On the Corner

by Robert Docter – 

Booth led boldly with his big bass drum…

That first line by Vachel Lindsey from his memorable poem, “General William Booth Enters Into Heaven,” threatens my faltering will and shakes my legs and arms to action.

The word boldly characterized Booth’s leadership, and I wondered about mine. Does there exist within me the strength and courage necessary to drive a ragtag group of people around the world in the cause of Christ? Do I have the perseverance and patience to deal with fatigue and failure while gripping firmly a goal from which I will not be deterred? Can I find ways to work through my disappointment and grief which impact every life and then continue to stir myself to action? Can I confront the fearful and faint of heart, the questioners and quitters, the lazy of mind and will, the slackers and sinners in such a way that they will feel inspired instead of judged, motivated instead of criticized, energized instead of enervated?

Am I willing to walk through life with a big bass drum with a big red shield emblazoned on its side–a tub thumper for God? Am I willing to suffer the slings and arrows of outrageous judgmentalism. Those who lead boldly are forever called egotistical, are forever tarred as self-aggrandizing, are forever misunderstood by the lesser lights of our world who evidence the identical symptomology they whisper about those they criticize.

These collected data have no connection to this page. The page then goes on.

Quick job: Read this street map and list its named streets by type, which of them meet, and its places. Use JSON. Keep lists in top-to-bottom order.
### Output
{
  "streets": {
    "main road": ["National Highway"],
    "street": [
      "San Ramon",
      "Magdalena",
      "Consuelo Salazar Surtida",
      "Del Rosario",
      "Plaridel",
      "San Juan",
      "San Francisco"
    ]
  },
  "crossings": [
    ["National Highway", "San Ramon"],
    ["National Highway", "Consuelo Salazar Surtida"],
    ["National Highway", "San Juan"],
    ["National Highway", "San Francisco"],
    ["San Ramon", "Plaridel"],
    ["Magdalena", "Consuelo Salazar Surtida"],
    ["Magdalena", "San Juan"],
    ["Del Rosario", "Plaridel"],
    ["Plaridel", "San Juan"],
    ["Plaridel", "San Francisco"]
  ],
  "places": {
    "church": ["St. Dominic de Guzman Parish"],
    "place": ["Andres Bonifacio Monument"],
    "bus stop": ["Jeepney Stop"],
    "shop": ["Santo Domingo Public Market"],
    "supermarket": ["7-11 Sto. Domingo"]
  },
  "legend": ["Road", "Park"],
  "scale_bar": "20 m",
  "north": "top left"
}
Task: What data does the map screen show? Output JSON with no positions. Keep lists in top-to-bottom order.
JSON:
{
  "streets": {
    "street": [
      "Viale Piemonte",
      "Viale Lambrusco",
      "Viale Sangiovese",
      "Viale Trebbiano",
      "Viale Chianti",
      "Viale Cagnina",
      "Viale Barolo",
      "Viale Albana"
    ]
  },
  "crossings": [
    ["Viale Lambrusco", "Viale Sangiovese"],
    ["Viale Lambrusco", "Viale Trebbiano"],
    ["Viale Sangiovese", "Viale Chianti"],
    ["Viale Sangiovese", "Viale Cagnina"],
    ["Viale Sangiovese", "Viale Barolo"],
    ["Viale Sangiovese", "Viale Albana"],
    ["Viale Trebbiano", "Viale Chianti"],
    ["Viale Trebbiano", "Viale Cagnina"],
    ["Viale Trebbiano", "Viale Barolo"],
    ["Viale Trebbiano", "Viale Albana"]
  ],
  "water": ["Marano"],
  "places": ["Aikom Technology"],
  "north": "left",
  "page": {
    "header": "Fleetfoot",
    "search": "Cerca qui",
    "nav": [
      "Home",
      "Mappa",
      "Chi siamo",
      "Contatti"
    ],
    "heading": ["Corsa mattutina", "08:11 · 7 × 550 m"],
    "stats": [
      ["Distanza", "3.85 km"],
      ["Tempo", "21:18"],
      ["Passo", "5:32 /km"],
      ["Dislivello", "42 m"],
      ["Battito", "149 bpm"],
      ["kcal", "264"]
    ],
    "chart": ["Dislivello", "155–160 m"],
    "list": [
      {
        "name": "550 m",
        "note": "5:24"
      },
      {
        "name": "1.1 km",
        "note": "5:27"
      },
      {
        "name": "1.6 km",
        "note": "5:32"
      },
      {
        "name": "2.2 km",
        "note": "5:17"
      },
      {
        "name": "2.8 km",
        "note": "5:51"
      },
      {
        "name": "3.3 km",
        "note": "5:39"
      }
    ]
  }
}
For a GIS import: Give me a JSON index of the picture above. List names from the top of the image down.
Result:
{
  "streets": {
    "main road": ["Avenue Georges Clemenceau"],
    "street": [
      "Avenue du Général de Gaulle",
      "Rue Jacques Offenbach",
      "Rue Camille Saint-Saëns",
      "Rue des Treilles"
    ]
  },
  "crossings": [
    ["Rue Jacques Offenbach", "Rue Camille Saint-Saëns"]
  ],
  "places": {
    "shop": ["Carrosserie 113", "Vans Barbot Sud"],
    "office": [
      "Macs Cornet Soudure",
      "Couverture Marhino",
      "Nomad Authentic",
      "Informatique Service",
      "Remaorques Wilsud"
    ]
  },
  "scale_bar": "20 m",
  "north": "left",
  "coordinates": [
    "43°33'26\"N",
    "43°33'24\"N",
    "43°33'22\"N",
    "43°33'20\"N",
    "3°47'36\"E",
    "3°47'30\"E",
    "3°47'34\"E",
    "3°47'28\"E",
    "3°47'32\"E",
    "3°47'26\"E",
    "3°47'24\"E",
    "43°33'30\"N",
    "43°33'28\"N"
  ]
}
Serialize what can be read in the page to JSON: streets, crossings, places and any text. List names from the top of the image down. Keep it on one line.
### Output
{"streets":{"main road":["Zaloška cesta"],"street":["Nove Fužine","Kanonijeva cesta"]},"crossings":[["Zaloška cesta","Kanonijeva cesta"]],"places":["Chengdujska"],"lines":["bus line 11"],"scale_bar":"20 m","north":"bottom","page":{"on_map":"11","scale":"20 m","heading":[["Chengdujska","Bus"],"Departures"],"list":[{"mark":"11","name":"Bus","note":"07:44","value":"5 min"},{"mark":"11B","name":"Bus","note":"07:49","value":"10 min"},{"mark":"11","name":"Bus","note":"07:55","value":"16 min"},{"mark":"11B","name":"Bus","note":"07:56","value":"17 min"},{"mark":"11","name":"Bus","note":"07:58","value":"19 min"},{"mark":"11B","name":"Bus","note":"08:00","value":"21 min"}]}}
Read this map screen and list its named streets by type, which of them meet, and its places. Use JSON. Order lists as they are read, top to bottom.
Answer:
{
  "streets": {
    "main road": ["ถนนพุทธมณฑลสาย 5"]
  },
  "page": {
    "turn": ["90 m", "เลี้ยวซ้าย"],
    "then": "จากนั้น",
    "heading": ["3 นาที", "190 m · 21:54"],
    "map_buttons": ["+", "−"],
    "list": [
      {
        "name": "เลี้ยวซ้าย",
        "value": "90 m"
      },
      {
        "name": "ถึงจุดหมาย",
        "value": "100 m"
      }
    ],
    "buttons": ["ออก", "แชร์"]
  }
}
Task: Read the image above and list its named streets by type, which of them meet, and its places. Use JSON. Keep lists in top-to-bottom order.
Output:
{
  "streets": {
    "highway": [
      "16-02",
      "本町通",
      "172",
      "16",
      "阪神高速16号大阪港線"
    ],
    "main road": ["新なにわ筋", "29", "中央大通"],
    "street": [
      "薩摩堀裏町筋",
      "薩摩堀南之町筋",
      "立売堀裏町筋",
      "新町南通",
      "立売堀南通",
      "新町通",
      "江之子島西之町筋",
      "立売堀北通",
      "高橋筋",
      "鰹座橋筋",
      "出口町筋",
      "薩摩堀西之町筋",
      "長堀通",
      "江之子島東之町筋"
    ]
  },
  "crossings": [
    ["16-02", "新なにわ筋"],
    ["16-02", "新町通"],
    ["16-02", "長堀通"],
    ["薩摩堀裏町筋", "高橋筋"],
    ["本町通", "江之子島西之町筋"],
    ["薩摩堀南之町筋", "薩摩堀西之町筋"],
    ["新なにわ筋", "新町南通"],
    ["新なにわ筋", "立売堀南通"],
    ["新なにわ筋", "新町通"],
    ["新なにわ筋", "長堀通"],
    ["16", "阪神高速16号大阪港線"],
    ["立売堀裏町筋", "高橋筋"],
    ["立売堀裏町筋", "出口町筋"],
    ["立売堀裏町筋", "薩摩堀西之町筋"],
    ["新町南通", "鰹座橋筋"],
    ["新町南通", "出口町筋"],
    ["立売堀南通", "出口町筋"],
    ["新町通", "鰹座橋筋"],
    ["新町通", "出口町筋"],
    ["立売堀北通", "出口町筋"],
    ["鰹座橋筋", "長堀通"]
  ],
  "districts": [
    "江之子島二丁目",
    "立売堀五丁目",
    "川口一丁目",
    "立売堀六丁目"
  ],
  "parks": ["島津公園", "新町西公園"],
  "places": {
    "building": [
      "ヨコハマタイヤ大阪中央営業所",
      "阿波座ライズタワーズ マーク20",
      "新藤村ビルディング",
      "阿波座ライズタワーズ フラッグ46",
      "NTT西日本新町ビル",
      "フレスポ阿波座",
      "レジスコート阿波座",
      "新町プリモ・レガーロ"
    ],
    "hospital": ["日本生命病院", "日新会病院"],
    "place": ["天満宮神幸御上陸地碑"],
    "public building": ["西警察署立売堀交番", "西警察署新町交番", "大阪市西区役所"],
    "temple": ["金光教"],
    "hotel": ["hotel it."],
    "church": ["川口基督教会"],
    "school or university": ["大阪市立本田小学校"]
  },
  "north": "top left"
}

Those who lead boldly march in front. They advance into perilous vulnerability. They stick out above and in front of the crowd. They take the first hit.

I see that same boldness in Army leadership today.

(Are you washed in the blood of the lamb?)

That second line–a question directed squarely at me–haunts my heart and hovers near the center of my soul. The line, always in parentheses, echoes through the poem, a constant and personal reminder of what is required of us to make the saints smile gravely and say: “He’s come.”

(Are you washed in the blood of the lamb?)

Are my needs for respect and status so strong as to require me to ignore the drabs from the alleyways and drug fiends pale–the walking lepers and lurching bravoes–to abandon the unwashed legions with the ways of death?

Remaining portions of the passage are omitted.